Anwendungsseitig drückte sich Remote Work in den letzten Monaten vor allem in Form von Web- und Video-Konferenzen aus. Laut einer gemeinsamen Untersuchung des Fraunhofer Instituts für Arbeitswirtschaft und Organisation (IAO) und der Deutschen Gesellschaft für Personalführung (DGFP) sagen stolze 93 Prozent der befragten Unternehmen, dass sie jetzt ständig Web- oder Videokonferenzen durchführen. Fast zwei Drittel sagen, dass sie mittlerweile auch Mitarbeitergespräche digital führen und immerhin 57 Prozent halten sogar ihre Einstellungsgespräche per Videokonferenz ab.
„Remote Work wird bleiben und die Grundlage für eine konsequente Digitalisierung von Unternehmensprozessen sowie den digitalen Workplace bilden“, lautet die Prognose von Peter Janze. Zugleich weist er darauf hin, dass die Reise zum Digital Workplace noch lange nicht zu Ende ist, vor allem nicht technisch gesehen. „Der Digital Workplace kommt nicht nur in Form neuer, zusammenarbeitsfördernder IT-Infrastruktur, sondern unterstreicht zudem die Notwendigkeit von neuen Architekturen“, mahnt Janze.
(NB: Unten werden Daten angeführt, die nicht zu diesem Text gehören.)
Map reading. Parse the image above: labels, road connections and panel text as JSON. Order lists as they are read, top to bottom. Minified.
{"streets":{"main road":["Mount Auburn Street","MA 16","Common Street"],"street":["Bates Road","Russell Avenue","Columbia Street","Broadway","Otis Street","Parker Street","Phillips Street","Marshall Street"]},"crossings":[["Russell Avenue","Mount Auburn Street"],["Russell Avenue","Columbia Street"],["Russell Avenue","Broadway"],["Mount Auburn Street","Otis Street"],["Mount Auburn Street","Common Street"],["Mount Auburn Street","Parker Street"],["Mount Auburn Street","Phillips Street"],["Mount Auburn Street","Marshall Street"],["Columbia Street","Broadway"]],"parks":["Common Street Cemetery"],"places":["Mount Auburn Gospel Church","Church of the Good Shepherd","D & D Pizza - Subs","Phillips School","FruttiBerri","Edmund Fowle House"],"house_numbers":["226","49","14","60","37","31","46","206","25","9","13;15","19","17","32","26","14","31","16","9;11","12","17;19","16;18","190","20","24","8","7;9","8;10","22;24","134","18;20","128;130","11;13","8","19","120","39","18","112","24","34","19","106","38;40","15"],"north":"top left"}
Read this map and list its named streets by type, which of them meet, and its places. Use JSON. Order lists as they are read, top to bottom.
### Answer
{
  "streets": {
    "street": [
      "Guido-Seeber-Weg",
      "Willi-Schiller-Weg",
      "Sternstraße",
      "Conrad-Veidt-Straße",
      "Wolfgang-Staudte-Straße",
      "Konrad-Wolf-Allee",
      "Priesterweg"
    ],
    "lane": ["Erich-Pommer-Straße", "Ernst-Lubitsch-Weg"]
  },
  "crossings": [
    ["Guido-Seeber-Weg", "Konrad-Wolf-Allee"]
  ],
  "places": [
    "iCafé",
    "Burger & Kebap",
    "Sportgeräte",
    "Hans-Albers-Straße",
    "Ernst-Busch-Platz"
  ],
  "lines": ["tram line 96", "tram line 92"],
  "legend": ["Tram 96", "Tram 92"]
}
Mit seiner Zukunftseinschätzung der breiten Akzeptanz von Remote Work über den Horizont der Corona-Krise hinaus dürfte Janze richtig liegen, denn auch die betroffenen „Heimarbeiter“ zeigen sich nach anfänglichen Bedenken überwiegend zufrieden. Das spiegelt sich bereits in vielen Umfragen wider. „Der Wunsch nach mehr Homeoffice ist sehr stark ausgeprägt. Rund 68 Prozent der befragten Arbeitnehmer wünschen sich nach der Corona-Krise mehr Homeoffice als zuvor“, heißt es in einem Bericht des Bayerischen Forschungsinstituts für Digitale Transformation (bidt).